**Information shown**
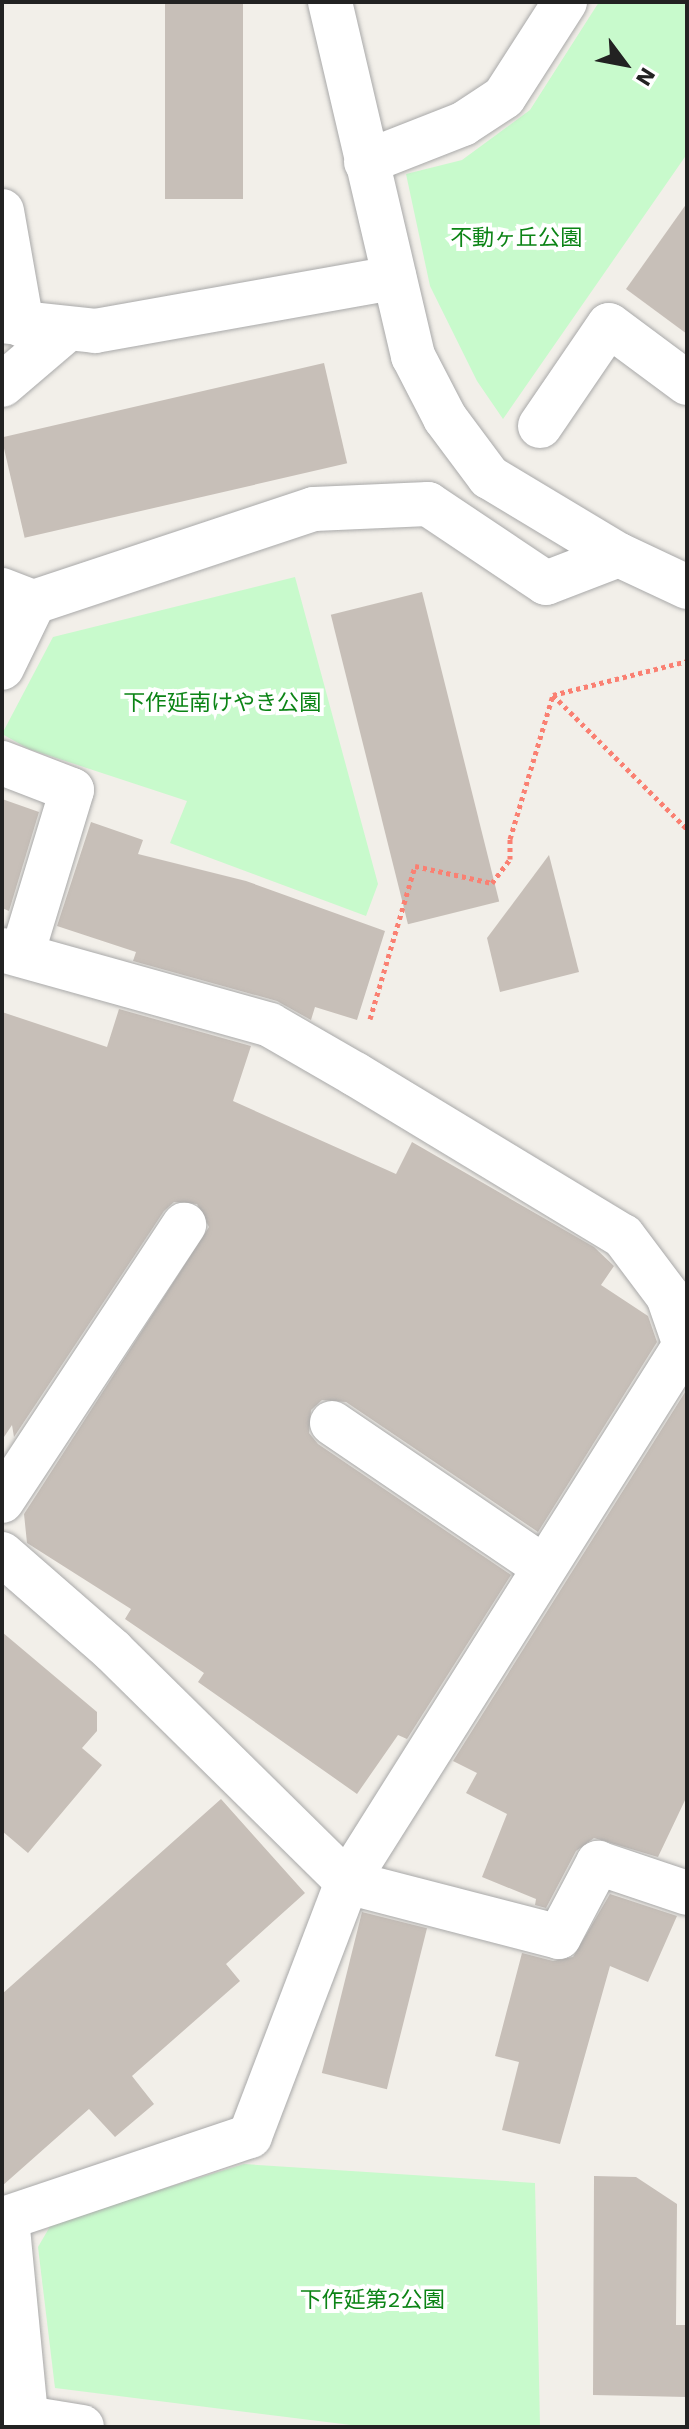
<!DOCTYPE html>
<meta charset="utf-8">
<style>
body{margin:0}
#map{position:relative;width:689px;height:2429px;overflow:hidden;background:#f2efe9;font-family:"Work Sans","Noto Sans JP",sans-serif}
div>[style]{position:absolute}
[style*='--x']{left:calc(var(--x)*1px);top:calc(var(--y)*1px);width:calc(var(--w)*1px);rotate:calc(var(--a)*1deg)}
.park>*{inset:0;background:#c8facc}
.building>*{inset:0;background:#c7bfb8;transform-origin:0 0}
.path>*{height:5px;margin-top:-2.5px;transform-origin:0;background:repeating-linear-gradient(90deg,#fa8072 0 4px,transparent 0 8px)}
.roads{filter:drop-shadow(0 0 2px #a9a9a9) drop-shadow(0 0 2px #a9a9a9)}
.minor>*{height:44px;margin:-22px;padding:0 22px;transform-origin:22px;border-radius:22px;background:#fff}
span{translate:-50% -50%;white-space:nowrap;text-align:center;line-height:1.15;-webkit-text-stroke:8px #fff;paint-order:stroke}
.park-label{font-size:22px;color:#0c8416}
.frame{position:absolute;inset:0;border:4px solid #222;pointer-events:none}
.north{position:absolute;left:585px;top:24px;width:80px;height:80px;-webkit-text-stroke:6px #fff;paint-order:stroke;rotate:122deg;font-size:22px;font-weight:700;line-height:32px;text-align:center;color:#222}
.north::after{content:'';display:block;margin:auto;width:28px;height:36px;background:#222;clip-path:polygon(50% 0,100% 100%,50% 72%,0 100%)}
</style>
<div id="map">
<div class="park">
<div style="clip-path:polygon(599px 2px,687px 2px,687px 154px,503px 419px,477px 381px,430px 286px,406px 174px,462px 160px,530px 110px)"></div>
<div style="clip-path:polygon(295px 577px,378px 884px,366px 916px,170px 843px,187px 801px,29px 749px,2px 734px,53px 637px)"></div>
<div style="clip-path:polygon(244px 2164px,535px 2183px,540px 2427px,367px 2427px,55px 2388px,38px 2247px,52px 2223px)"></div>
</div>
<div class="building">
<div style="left:165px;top:2px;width:78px;height:197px"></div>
<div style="clip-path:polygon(687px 203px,687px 334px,626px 289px)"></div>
<div style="left:324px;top:363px;width:103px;height:331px;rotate:77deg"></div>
<div style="left:422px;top:592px;width:319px;height:94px;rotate:76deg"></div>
<div style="clip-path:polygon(2px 799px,39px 812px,9px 911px,2px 908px)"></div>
<div style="clip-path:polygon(91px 822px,143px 840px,138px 854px,246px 881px,385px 931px,357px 1020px,315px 1007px,311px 1020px,277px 1001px,133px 961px,136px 952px,57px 926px)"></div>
<div style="clip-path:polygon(549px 855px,579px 972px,500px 992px,487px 938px)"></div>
<div style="clip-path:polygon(119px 1009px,251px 1046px,233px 1101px,396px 1174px,412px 1142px,594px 1247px,614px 1266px,601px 1285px,648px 1316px,657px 1342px,538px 1532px,346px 1402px,322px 1400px,311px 1410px,309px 1433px,318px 1444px,511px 1575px,407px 1739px,398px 1735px,357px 1794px,198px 1682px,204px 1673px,125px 1619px,131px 1609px,27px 1543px,24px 1514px,209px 1227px,197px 1204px,174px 1202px,164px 1211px,14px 1437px,12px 1425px,2px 1440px,2px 1012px,107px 1047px)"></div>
<div style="clip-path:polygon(687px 1389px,687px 1796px,658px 1857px,594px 1838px,576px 1851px,546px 1908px,535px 1905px,536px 1899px,482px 1877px,507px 1814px,466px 1793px,477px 1773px,453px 1761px)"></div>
<div style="clip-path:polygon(2px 1632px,97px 1712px,97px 1731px,82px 1748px,102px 1765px,28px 1853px,2px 1831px)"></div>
<div style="clip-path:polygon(221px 1799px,305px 1893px,226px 1964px,240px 1981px,132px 2076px,154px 2104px,115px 2137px,89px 2109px,2px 2186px,2px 1994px)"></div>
<div style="clip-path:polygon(610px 1894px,677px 1916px,648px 1982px,610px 1966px,560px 2144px,502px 2130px,519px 2062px,495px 2056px,522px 1953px,553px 1961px,573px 1957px)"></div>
<div style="left:362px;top:1912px;width:67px;height:166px;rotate:14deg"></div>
<div style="clip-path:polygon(594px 2176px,636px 2177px,677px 2204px,676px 2325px,687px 2325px,687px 2397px,593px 2395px)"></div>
</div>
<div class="path">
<div style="--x:553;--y:695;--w:190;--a:45"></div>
<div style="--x:553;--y:695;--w:138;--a:-14.2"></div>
<div style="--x:370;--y:1019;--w:159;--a:-73.6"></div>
<div style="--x:415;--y:866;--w:79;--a:12.4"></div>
<div style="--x:492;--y:883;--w:30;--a:-53"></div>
<div style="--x:510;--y:859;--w:20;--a:-90"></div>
<div style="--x:510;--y:839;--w:150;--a:-73.4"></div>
</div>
<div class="roads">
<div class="minor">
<div style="--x:330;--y:2;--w:364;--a:76.8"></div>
<div style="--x:413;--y:356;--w:70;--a:62.7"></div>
<div style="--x:445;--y:418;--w:74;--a:53.3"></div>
<div style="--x:489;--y:477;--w:152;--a:31"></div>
<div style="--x:619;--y:555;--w:75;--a:25.2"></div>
<div style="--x:366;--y:162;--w:104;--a:-21.4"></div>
<div style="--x:463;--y:124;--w:49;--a:-33.4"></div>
<div style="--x:504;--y:97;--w:113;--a:-57.3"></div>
<div style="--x:2;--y:211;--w:116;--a:80"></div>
<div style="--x:2;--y:321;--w:94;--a:6.1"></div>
<div style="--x:95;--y:331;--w:304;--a:-10.1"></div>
<div style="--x:2;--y:385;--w:82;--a:-40.5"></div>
<div style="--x:540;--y:426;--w:122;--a:-55.7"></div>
<div style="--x:609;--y:325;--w:97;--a:36.6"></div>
<div style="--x:2;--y:590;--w:34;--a:21"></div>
<div style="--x:34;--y:602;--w:73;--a:115.9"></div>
<div style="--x:34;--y:602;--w:295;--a:-18.4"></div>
<div style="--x:314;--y:509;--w:114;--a:-2.5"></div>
<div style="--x:428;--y:504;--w:142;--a:33.8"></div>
<div style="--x:546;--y:583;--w:78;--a:-21"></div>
<div style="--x:2;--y:763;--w:75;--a:21.1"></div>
<div style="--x:72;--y:790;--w:172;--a:106.9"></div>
<div style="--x:2;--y:950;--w:278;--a:15.6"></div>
<div style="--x:270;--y:1025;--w:98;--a:30"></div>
<div style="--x:355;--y:1074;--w:313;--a:31.2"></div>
<div style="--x:623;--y:1236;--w:75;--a:53.1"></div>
<div style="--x:668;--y:1296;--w:52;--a:70.9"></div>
<div style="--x:685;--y:1345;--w:635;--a:122.19"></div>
<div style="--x:347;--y:1882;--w:272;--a:110.9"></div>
<div style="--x:250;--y:2136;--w:256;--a:161.4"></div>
<div style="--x:7;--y:2218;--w:197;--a:84.5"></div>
<div style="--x:332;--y:1423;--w:256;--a:34.2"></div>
<div style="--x:2;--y:1501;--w:331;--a:-56.6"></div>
<div style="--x:2;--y:1554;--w:147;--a:41.1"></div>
<div style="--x:113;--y:1651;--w:329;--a:44.6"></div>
<div style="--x:347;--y:1882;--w:219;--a:14.5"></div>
<div style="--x:559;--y:1937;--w:84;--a:-62.2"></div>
<div style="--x:598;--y:1863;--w:94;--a:18.6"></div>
<div style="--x:2;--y:2414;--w:81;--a:9.2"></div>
</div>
</div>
<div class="park-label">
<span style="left:516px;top:238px">不動ヶ丘公園</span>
<span style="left:222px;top:703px">下作延南けやき公園</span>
<span style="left:372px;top:2300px">下作延第2公園</span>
</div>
<div class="frame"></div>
<div class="north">N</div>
</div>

**Work required**
Write out, exactly and with no pictures, the lines of the data from the first through the line containing "2px #a9a9a9) drop-shadow(0".

**Task response**
<!DOCTYPE html>
<meta charset="utf-8">
<style>
body{margin:0}
#map{position:relative;width:689px;height:2429px;overflow:hidden;background:#f2efe9;font-family:"Work Sans","Noto Sans JP",sans-serif}
div>[style]{position:absolute}
[style*='--x']{left:calc(var(--x)*1px);top:calc(var(--y)*1px);width:calc(var(--w)*1px);rotate:calc(var(--a)*1deg)}
.park>*{inset:0;background:#c8facc}
.building>*{inset:0;background:#c7bfb8;transform-origin:0 0}
.path>*{height:5px;margin-top:-2.5px;transform-origin:0;background:repeating-linear-gradient(90deg,#fa8072 0 4px,transparent 0 8px)}
.roads{filter:drop-shadow(0 0 2px #a9a9a9) drop-shadow(0 0 2px #a9a9a9)}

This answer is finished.